> Problem requirements
Scan the data below and copy each line where "bottom" occurs.

========

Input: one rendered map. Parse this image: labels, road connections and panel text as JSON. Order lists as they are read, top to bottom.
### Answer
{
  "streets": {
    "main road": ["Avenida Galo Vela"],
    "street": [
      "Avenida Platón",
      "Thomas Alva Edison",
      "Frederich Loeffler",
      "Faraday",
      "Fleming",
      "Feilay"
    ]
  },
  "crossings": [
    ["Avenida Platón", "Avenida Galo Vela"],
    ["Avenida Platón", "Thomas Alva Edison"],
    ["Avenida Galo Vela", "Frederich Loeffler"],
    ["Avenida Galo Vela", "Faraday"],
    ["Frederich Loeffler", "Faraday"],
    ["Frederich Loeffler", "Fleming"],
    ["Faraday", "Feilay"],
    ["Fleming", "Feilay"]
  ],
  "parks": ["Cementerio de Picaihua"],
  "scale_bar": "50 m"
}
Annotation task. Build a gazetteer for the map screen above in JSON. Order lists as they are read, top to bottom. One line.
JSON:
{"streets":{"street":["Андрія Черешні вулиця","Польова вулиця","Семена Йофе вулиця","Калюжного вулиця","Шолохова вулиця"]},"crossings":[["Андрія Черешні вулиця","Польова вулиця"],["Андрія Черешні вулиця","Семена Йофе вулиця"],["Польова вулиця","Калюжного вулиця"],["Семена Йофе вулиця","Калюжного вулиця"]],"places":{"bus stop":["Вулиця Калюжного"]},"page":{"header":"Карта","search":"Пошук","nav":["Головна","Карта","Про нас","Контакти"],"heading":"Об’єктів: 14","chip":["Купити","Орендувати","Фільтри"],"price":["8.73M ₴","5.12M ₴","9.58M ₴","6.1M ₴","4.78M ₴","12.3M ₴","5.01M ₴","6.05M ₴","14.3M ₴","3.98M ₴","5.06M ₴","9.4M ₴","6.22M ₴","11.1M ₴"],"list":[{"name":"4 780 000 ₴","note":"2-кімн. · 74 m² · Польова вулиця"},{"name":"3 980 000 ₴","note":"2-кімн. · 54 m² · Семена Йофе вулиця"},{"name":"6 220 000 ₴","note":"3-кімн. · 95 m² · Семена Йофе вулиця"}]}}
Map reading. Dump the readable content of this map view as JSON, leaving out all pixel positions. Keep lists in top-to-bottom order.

========

> Expected output
Input: one rendered map. Parse this image: labels, road connections and panel text as JSON. Order lists as they are read, top to bottom.
Annotation task. Build a gazetteer for the map screen above in JSON. Order lists as they are read, top to bottom. One line.
Map reading. Dump the readable content of this map view as JSON, leaving out all pixel positions. Keep lists in top-to-bottom order.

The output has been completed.